Variable Episomal Silencing of a Recombinant Herpesvirus Renders Its Encoded GFP an Unreliable Marker of Infection in Primary Cells

The availability of reliable recombinant reporter virus systems has been a great boon to the study of Kaposi's sarcoma-associated herpesvirus (KSHV/HHV-8). Unexpectedly, we found that expression of the ostensibly constitutive green fluorescent protein (GFP) marker was progressively lost during unselected passage in primary rat mesenchymal precursor cells (MM), despite efficient maintenance of latent viral gene expression and episomal partitioning.

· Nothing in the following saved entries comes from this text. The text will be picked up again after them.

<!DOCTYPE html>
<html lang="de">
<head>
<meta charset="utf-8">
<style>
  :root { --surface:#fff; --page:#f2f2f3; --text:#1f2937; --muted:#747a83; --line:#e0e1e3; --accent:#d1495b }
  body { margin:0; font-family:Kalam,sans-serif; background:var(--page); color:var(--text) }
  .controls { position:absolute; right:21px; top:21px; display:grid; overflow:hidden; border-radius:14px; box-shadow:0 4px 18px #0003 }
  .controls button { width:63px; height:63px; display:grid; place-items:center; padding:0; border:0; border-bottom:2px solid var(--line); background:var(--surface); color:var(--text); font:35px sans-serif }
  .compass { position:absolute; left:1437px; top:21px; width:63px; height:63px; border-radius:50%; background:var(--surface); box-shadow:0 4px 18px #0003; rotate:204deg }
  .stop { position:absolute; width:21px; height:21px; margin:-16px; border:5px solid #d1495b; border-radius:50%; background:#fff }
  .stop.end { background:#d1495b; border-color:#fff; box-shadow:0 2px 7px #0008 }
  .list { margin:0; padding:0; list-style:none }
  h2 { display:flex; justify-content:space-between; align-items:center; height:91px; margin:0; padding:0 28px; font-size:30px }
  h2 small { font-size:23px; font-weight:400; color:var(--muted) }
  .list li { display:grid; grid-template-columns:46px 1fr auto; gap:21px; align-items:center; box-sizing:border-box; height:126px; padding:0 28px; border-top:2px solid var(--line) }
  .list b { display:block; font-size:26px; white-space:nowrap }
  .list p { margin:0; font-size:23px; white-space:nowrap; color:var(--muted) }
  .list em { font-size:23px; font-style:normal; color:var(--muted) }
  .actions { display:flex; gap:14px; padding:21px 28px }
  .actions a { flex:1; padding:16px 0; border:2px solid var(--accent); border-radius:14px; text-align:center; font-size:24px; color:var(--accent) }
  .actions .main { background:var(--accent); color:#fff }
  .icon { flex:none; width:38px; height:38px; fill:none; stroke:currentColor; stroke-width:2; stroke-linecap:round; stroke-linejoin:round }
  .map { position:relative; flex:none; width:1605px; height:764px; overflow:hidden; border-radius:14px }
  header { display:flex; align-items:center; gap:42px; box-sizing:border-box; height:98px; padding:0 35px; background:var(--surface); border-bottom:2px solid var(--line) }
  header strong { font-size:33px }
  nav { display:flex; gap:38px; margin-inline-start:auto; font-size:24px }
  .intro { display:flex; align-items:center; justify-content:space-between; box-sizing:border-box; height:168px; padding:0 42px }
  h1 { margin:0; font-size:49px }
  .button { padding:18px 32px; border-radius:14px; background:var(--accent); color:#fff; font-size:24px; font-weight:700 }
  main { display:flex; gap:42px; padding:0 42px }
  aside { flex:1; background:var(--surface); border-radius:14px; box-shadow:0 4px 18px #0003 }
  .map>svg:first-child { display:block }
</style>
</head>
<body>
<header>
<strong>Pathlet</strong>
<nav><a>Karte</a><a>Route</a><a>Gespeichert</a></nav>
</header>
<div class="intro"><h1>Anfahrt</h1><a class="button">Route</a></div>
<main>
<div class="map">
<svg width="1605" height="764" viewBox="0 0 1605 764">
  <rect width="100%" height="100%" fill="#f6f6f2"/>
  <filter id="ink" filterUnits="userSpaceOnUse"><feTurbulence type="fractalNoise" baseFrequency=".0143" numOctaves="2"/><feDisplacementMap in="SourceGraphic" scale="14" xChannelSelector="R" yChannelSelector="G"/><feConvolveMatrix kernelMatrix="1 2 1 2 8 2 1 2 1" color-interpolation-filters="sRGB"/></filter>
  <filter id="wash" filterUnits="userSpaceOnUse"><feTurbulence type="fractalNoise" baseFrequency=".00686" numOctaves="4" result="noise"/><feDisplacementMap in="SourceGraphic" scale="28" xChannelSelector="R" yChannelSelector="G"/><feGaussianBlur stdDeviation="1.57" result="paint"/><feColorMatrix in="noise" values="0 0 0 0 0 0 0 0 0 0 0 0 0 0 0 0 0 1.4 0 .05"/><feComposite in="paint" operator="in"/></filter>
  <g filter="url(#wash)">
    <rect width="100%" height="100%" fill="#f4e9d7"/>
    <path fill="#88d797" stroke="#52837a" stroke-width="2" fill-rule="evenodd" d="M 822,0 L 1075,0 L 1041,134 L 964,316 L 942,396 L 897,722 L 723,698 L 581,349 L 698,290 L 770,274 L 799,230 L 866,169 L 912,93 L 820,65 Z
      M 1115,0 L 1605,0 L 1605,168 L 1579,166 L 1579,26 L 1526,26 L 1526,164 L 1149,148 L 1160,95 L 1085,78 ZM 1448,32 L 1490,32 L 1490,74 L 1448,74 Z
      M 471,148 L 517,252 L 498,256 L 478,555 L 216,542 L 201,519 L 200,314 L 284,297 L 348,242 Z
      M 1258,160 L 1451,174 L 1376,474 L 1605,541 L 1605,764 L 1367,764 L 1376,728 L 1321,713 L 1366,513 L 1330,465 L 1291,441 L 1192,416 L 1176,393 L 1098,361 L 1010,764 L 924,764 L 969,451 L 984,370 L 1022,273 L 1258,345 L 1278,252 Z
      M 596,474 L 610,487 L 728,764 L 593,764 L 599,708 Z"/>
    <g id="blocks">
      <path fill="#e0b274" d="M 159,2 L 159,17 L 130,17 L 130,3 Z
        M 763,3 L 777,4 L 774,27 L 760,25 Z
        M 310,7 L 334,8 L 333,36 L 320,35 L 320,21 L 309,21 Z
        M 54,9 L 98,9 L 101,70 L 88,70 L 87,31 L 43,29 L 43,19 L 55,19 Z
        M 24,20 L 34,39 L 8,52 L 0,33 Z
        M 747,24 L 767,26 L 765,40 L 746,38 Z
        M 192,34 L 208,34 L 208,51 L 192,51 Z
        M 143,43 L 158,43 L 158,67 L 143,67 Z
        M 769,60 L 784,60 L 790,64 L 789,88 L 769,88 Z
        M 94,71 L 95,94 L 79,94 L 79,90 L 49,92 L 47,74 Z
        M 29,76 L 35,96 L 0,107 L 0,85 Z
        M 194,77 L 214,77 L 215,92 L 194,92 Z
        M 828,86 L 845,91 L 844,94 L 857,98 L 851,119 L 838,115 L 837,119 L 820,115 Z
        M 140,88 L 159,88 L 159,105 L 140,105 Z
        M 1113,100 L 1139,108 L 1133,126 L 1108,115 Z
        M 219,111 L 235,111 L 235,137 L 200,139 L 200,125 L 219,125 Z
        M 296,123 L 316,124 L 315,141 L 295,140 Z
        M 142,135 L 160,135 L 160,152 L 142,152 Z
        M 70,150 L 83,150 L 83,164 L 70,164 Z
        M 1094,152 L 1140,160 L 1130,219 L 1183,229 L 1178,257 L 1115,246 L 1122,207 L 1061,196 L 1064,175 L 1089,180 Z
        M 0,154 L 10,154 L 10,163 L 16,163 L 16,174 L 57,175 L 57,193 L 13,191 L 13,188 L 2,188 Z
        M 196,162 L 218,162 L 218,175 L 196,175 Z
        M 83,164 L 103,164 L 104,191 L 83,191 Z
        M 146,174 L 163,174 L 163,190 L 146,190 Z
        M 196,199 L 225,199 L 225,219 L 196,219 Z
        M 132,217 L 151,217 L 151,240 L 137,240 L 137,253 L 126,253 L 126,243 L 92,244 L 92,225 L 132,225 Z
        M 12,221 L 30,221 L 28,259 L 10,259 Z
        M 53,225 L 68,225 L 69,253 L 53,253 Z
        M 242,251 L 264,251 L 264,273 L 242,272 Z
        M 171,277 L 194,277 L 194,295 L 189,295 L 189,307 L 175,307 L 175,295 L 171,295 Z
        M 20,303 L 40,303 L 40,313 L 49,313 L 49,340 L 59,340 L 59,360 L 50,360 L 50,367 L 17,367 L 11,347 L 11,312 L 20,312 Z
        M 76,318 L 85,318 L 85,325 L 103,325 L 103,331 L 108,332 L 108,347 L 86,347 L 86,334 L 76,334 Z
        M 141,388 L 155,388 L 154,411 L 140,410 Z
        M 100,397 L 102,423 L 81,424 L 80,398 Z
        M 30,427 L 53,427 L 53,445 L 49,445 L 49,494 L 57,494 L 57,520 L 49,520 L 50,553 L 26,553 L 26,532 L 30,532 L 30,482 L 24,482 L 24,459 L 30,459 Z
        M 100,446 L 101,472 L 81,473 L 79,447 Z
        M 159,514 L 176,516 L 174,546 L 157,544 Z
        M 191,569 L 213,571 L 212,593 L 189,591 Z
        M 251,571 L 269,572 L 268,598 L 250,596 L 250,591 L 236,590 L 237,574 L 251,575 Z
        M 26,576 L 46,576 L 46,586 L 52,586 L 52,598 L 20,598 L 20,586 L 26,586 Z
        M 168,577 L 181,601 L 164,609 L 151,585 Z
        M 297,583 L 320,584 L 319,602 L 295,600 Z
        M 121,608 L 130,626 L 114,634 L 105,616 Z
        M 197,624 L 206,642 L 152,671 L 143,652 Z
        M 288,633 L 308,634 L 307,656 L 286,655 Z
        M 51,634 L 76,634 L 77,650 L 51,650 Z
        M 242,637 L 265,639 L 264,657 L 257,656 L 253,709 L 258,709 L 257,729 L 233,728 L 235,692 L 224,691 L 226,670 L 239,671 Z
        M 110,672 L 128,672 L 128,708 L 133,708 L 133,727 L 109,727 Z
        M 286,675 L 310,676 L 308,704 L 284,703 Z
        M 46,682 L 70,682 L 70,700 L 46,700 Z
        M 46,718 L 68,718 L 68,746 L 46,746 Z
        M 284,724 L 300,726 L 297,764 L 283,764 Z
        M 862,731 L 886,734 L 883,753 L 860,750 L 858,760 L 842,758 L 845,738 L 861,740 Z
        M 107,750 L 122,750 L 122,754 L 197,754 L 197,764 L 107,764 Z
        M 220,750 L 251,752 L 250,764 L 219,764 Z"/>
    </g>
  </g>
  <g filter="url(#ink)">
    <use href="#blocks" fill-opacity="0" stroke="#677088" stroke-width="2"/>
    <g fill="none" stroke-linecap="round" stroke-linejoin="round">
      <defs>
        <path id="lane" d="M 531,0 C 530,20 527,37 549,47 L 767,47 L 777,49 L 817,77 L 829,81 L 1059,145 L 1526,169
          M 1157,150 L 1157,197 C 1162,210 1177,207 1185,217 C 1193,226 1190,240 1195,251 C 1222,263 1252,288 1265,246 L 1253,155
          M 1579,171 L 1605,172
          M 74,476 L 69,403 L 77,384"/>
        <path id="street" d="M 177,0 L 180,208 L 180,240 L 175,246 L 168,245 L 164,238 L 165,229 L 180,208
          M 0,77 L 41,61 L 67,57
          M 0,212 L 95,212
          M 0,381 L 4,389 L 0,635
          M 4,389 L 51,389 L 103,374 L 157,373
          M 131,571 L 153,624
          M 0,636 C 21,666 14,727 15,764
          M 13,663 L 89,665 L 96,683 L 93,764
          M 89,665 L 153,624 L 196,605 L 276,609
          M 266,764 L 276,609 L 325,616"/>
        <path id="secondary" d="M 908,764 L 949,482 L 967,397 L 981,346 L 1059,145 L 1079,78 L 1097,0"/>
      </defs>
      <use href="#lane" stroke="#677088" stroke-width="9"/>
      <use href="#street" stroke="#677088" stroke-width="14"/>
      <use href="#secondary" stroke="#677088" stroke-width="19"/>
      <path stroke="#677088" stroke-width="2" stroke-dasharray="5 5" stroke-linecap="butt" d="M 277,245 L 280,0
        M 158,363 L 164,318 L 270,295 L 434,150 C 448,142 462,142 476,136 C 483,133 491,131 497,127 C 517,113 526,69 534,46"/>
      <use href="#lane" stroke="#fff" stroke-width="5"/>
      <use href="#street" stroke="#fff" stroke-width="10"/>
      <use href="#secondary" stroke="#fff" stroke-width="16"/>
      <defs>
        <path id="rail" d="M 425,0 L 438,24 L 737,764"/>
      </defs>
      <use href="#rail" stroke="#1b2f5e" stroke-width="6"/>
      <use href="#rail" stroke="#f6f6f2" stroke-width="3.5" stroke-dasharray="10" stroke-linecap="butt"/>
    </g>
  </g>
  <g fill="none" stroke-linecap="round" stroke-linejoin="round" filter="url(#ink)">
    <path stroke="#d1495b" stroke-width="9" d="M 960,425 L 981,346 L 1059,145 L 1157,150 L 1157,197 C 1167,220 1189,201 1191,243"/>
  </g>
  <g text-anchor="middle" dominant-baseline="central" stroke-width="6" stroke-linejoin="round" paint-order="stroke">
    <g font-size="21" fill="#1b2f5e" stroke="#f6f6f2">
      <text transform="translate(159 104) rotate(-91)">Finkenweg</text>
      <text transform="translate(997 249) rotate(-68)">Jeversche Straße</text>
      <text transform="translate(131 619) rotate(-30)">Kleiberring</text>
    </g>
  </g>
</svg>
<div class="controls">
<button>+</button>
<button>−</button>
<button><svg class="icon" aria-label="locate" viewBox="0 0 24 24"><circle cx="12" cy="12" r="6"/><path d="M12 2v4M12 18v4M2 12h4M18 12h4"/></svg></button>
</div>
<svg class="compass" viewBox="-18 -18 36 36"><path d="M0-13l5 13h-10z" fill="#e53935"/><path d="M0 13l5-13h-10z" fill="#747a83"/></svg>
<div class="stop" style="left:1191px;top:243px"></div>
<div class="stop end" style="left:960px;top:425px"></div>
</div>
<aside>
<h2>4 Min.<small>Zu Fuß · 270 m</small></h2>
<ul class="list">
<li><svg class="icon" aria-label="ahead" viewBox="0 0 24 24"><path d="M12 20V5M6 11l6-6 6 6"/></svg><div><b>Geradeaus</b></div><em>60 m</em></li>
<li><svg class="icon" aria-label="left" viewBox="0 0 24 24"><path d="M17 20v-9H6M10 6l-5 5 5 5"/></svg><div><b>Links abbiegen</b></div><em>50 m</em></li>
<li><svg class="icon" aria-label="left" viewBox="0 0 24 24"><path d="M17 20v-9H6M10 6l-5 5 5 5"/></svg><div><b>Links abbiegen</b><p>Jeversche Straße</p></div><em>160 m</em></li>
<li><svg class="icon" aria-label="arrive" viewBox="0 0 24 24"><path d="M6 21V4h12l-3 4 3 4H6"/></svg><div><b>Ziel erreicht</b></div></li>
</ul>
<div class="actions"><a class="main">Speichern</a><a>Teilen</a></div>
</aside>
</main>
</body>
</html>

This repression of EF1-α promoter-driven GFP expression appeared to be passage-dependent, however, since functionally immortalized MM cells derived from long serial passage retained stable expression of GFP following rKSHV.219 infection. Chromatin analysis of cultures that we had infected in parallel demonstrated an increase in repressive H3K27 tri-methylation across the viral episome with the exception of the LANA control region in MM cells infected at early rather than late passage post-isolation. The silencing of GFP expression in the MM cells was reversible in a dose-dependent fashion by the histone deacetylase inhibitor valproic acid, further implicating cellular silencing on incoming viral genomes, and underscoring potential differences in viral gene regulation between primary and functionally immortalized cells. Furthermore, using multispectral imaging flow cytometry, we also determined that the extent of GFP expression per cell among those that were positive did not correlate with the number of LANA dots per nucleus nor the extent of overall LANA expression per cell. This suggests a more complex mode of local gene regulation, rather than one that simply reflects the relative intracellular viral copy number. In sum, we have demonstrated the significant potential for false-negative data when using a constitutive marker gene as a sole means of evaluating herpesviral infection, especially in primary cells.